Profiling and Timestamps
Measuring GPU performance accurately
Optimizing GPU code without measurement is guesswork. You might optimize code that accounts for 1% of your frame time while ignoring the actual bottleneck. WebGPU provides timestamp queries to measure exactly how long GPU operations take, giving you the data needed to make informed decisions.
The Measurement Problem
GPU execution is asynchronous. When you call queue.submit(), the work doesn't happen immediately—it gets scheduled for later execution. This means you can't simply wrap GPU calls with performance.now() and expect meaningful results.
// This measures nothing useful
const start = performance.now();
queue.submit([commandBuffer]);
const end = performance.now();
// end - start ≈ 0.01ms (just the CPU time to enqueue)The CPU returns almost immediately after submitting work. The GPU might not even start executing for several milliseconds, and the actual computation takes longer still. To measure GPU time, you need timestamps recorded on the GPU itself.
Timestamp Queries
WebGPU provides the timestamp-query feature for GPU-side timing. You create a query set, write timestamps at specific points in your command buffer, and later read the results back to the CPU.
// Check if timestamps are supported
const adapter = await navigator.gpu.requestAdapter();
if (!adapter.features.has('timestamp-query')) {
console.log('Timestamp queries not supported');
}
// Request the feature when creating the device
const device = await adapter.requestDevice({
requiredFeatures: ['timestamp-query'],
});Once you have a device with timestamp support, create a query set to hold the timestamp values:
const querySet = device.createQuerySet({
type: 'timestamp',
count: 2, // Start and end timestamps
});
// Buffer to resolve query results into
const queryBuffer = device.createBuffer({
size: 2 * 8, // 2 timestamps × 8 bytes each (BigInt64)
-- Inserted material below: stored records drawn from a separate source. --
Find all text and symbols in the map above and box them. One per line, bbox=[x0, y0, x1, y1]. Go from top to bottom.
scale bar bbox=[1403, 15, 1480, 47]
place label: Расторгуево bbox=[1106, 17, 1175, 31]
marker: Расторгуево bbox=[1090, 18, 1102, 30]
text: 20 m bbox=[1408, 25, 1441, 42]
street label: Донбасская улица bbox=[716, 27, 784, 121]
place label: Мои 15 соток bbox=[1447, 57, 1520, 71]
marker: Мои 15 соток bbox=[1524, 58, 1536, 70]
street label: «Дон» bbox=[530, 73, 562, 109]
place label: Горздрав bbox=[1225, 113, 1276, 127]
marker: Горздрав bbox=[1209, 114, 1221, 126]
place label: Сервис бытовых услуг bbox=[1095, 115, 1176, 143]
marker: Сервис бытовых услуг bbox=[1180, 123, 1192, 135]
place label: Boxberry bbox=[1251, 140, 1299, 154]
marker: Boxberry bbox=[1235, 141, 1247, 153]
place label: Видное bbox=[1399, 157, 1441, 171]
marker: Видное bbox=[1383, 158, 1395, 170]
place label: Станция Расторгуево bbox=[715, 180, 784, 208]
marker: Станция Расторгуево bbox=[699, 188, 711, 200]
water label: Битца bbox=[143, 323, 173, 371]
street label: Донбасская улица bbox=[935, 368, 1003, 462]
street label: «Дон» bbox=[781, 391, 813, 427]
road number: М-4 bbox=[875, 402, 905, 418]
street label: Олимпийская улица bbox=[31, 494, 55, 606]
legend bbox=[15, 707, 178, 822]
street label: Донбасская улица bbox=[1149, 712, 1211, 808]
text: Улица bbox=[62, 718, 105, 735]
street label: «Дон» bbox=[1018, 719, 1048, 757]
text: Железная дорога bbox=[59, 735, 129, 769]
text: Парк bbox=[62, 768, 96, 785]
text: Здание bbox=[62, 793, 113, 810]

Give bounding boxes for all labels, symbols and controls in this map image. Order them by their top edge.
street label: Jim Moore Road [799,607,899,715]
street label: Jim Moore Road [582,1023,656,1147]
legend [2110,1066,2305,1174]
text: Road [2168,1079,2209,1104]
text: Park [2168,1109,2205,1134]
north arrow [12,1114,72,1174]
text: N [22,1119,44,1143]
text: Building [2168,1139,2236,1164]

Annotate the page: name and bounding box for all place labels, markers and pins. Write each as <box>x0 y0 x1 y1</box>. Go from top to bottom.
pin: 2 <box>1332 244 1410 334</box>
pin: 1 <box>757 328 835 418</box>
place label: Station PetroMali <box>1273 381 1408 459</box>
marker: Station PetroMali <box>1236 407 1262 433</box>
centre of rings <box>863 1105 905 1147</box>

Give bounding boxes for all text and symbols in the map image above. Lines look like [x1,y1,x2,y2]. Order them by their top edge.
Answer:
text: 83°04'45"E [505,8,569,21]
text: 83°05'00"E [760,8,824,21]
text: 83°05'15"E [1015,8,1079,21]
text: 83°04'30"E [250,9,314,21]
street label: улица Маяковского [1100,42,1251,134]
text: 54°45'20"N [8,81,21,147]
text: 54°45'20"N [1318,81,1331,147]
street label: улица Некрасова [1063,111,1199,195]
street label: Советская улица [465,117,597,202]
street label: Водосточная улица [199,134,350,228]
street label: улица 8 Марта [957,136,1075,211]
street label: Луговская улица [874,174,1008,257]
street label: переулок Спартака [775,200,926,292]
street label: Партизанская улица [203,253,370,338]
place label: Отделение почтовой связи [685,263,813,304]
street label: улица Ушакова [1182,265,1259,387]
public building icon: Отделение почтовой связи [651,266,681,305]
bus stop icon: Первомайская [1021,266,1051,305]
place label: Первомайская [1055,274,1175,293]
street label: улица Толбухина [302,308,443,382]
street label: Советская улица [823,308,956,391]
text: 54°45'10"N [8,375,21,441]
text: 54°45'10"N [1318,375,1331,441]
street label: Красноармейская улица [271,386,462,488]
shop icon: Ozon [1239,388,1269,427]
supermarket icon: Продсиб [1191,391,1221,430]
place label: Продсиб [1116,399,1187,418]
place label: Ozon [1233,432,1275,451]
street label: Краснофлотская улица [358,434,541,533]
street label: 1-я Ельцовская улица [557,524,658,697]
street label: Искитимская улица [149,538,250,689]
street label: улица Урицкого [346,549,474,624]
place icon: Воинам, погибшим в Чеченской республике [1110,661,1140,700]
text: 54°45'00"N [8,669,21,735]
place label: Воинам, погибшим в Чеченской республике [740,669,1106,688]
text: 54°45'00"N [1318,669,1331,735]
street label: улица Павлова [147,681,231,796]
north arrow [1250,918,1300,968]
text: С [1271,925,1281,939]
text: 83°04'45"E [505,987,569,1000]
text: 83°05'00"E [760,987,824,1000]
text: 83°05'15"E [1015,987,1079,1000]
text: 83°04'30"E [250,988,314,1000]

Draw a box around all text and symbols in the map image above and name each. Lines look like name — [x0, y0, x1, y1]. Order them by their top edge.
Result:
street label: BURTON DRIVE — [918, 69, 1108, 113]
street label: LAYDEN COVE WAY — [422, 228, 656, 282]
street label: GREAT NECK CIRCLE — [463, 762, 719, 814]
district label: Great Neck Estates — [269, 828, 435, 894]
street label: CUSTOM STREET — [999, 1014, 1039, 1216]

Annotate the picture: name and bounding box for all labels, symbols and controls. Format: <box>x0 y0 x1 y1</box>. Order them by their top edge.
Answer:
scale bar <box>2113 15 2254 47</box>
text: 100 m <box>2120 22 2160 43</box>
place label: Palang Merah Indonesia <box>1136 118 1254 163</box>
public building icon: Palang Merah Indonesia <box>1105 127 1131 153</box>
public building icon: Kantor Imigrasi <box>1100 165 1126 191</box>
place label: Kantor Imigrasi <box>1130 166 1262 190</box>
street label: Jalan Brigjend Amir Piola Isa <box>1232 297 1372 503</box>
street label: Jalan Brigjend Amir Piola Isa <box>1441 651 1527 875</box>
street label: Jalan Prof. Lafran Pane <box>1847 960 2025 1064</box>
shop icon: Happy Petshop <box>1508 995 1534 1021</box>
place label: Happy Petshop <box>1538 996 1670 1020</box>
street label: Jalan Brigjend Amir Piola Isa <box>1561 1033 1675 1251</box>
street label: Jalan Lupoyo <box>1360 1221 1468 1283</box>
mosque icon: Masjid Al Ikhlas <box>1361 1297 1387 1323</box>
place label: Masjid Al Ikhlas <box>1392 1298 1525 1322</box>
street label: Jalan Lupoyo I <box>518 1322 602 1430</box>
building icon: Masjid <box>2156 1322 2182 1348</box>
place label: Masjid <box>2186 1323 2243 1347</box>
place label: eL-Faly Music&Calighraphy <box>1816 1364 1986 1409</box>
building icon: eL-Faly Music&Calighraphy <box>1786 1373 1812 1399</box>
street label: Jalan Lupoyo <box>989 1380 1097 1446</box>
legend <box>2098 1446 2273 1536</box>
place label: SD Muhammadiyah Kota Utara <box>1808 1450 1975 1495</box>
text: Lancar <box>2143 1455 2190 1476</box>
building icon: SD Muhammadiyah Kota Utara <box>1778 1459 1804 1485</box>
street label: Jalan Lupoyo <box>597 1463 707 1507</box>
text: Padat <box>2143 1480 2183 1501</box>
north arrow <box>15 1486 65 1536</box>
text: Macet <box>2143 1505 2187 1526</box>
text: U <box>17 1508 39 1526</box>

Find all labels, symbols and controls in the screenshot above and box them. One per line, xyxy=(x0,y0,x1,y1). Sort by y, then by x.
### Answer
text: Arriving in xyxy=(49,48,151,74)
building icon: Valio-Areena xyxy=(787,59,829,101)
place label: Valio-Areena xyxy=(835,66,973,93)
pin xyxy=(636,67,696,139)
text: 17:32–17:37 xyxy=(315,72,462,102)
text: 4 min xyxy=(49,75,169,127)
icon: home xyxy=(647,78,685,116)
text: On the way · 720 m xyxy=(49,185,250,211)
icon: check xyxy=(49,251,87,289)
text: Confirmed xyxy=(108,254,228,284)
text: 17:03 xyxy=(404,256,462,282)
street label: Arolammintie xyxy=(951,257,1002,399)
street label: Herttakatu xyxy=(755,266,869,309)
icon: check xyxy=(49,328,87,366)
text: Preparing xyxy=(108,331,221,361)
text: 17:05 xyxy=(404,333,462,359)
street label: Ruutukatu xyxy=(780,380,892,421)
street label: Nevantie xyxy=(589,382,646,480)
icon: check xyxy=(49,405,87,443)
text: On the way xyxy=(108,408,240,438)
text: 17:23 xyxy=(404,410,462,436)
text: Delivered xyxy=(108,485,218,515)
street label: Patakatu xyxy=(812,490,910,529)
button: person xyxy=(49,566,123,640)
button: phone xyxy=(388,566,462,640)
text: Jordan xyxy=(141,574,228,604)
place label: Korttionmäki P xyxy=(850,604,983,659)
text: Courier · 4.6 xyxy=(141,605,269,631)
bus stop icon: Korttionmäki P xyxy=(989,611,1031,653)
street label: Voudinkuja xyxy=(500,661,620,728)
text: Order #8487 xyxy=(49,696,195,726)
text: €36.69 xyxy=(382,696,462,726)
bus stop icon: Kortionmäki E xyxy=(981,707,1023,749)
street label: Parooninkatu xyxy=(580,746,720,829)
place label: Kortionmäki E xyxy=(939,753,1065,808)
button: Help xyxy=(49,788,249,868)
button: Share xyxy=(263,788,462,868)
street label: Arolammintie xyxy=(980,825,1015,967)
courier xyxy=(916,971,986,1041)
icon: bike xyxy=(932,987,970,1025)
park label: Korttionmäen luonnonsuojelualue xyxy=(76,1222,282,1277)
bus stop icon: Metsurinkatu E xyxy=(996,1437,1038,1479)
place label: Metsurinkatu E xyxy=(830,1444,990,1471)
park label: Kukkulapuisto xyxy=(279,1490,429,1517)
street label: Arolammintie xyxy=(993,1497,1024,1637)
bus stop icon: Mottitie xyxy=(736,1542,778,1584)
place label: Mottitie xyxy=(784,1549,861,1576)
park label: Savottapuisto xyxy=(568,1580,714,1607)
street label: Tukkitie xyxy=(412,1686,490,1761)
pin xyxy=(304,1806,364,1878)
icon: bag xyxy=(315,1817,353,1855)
usage: GPUBufferUsage.QUERY_RESOLVE | GPUBufferUsage.COPY_SRC,
});
// Buffer readable by CPU
const readBuffer = device.createBuffer({
size: 2 * 8,
usage: GPUBufferUsage.COPY_DST | GPUBufferUsage.MAP_READ,
});Interactive: How timestamp queries work
Step through to see how timestamps capture GPU execution time independent of CPU submission timing.
Writing Timestamps
You write timestamps at the beginning and end of passes using the timestampWrites option:
const encoder = device.createCommandEncoder();
const computePass = encoder.beginComputePass({
timestampWrites: {
querySet,
beginningOfPassWriteIndex: 0,
endOfPassWriteIndex: 1,
},
});
computePass.setPipeline(pipeline);
computePass.setBindGroup(0, bindGroup);
computePass.dispatchWorkgroups(64, 64);
computePass.end();
// Resolve timestamps into buffer
encoder.resolveQuerySet(querySet, 0, 2, queryBuffer, 0);
// Copy to mappable buffer
encoder.copyBufferToBuffer(queryBuffer, 0, readBuffer, 0, 16);
device.queue.submit([encoder.finish()]);Render passes work the same way:
const renderPass = encoder.beginRenderPass({
colorAttachments: [...],
timestampWrites: {
querySet,
beginningOfPassWriteIndex: 0,
endOfPassWriteIndex: 1,
},
});Reading Results
After the GPU finishes executing and you've resolved the query set, map the read buffer to access the timestamps:
await readBuffer.mapAsync(GPUMapMode.READ);
const data = new BigInt64Array(readBuffer.getMappedRange());
const startTime = data[0];
const endTime = data[1];
const durationNanoseconds = Number(endTime - startTime);
const durationMs = durationNanoseconds / 1_000_000;
console.log(`Pass took ${durationMs.toFixed(3)}ms`);
readBuffer.unmap();Timestamps are in nanoseconds, giving you microsecond-level precision. For typical frame budgets measured in milliseconds, this precision reveals performance characteristics invisible to coarser measurements.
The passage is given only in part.